[Data entries]
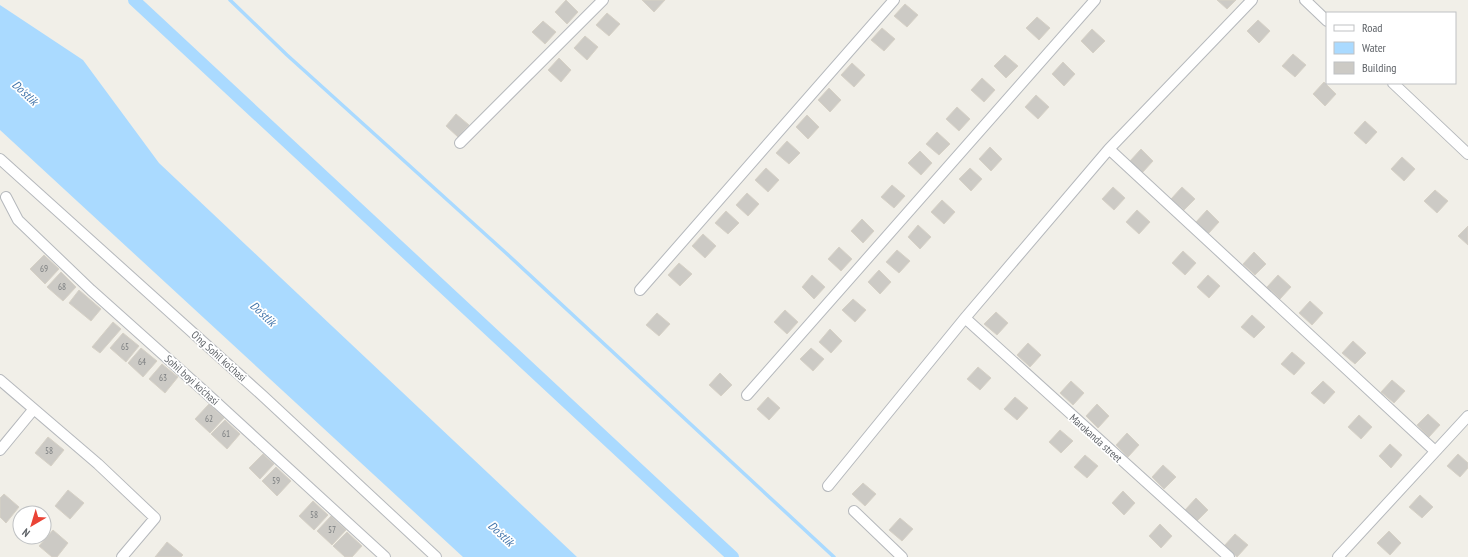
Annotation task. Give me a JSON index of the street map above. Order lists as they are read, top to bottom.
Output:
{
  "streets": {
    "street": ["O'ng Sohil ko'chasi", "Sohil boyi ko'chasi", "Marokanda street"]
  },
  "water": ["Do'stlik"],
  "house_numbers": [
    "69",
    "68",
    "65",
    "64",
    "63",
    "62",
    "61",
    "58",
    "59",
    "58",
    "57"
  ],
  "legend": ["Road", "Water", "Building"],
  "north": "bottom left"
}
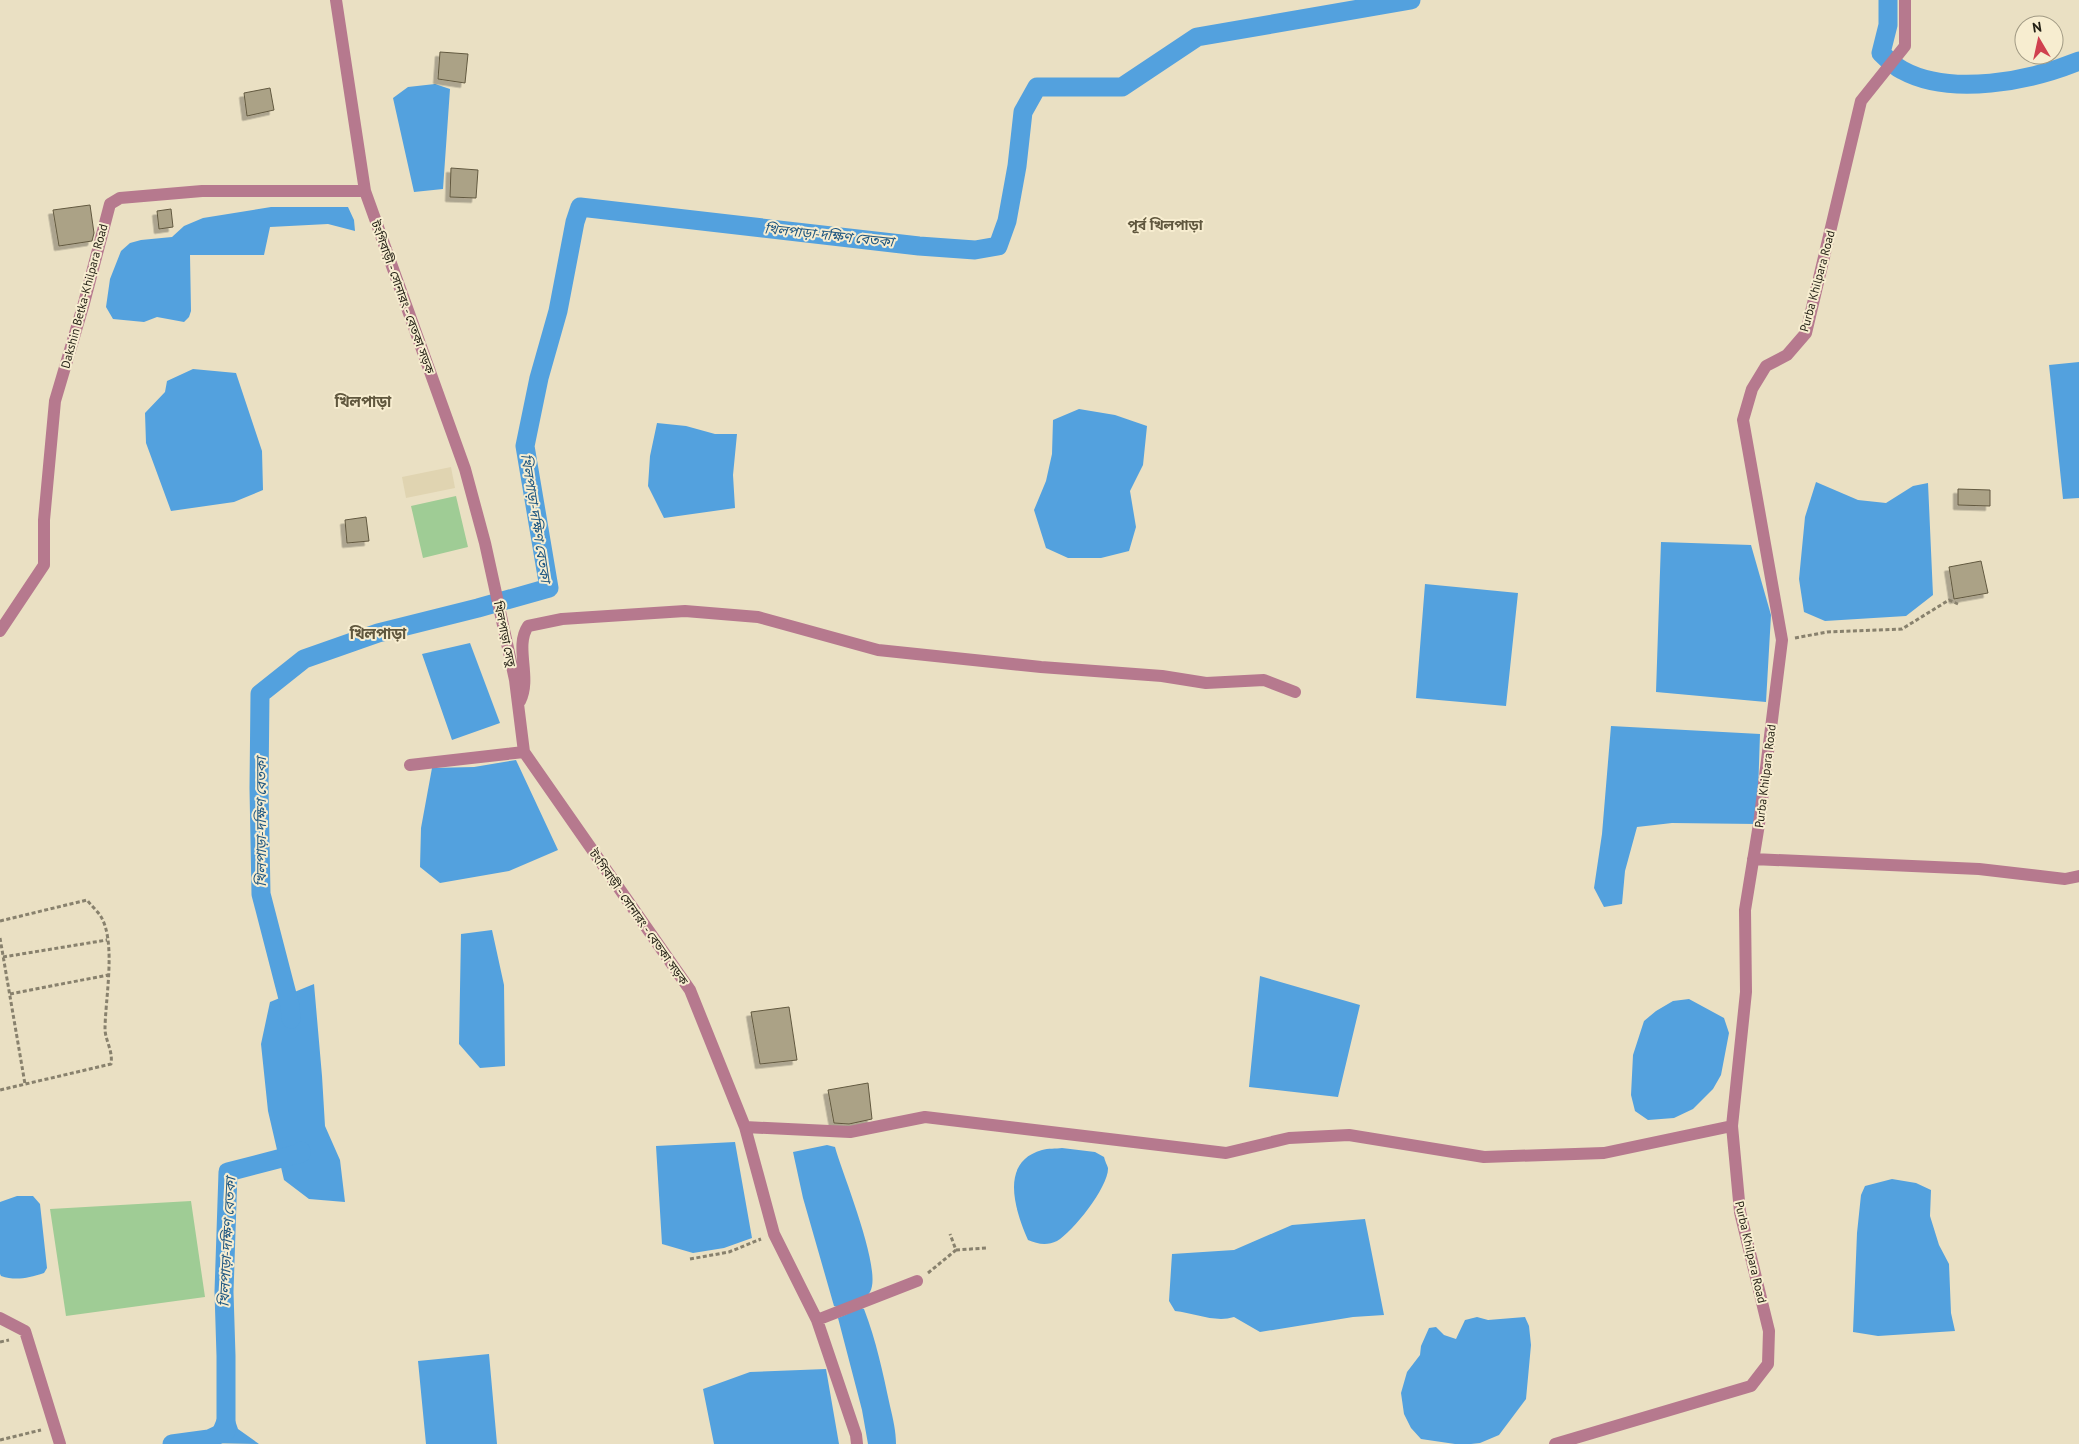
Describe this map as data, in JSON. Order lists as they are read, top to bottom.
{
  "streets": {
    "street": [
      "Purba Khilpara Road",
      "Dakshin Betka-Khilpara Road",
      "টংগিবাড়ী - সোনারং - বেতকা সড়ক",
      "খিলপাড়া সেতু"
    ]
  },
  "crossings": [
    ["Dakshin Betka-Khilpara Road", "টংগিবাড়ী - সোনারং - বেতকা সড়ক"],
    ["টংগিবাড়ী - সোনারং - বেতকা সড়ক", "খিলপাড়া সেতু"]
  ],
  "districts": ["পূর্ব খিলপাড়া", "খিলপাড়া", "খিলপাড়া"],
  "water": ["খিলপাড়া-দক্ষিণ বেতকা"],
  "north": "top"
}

* **Problem details**
Answer with the exact lines running from the one that contains "Describe this map" through the last line of the data. Include no other line.

* **Exercise answer**
Describe this map as data, in JSON. Order lists as they are read, top to bottom.
{
  "streets": {
    "street": [
      "Purba Khilpara Road",
      "Dakshin Betka-Khilpara Road",
      "টংগিবাড়ী - সোনারং - বেতকা সড়ক",
      "খিলপাড়া সেতু"
    ]
  },
  "crossings": [
    ["Dakshin Betka-Khilpara Road", "টংগিবাড়ী - সোনারং - বেতকা সড়ক"],
    ["টংগিবাড়ী - সোনারং - বেতকা সড়ক", "খিলপাড়া সেতু"]
  ],
  "districts": ["পূর্ব খিলপাড়া", "খিলপাড়া", "খিলপাড়া"],
  "water": ["খিলপাড়া-দক্ষিণ বেতকা"],
  "north": "top"
}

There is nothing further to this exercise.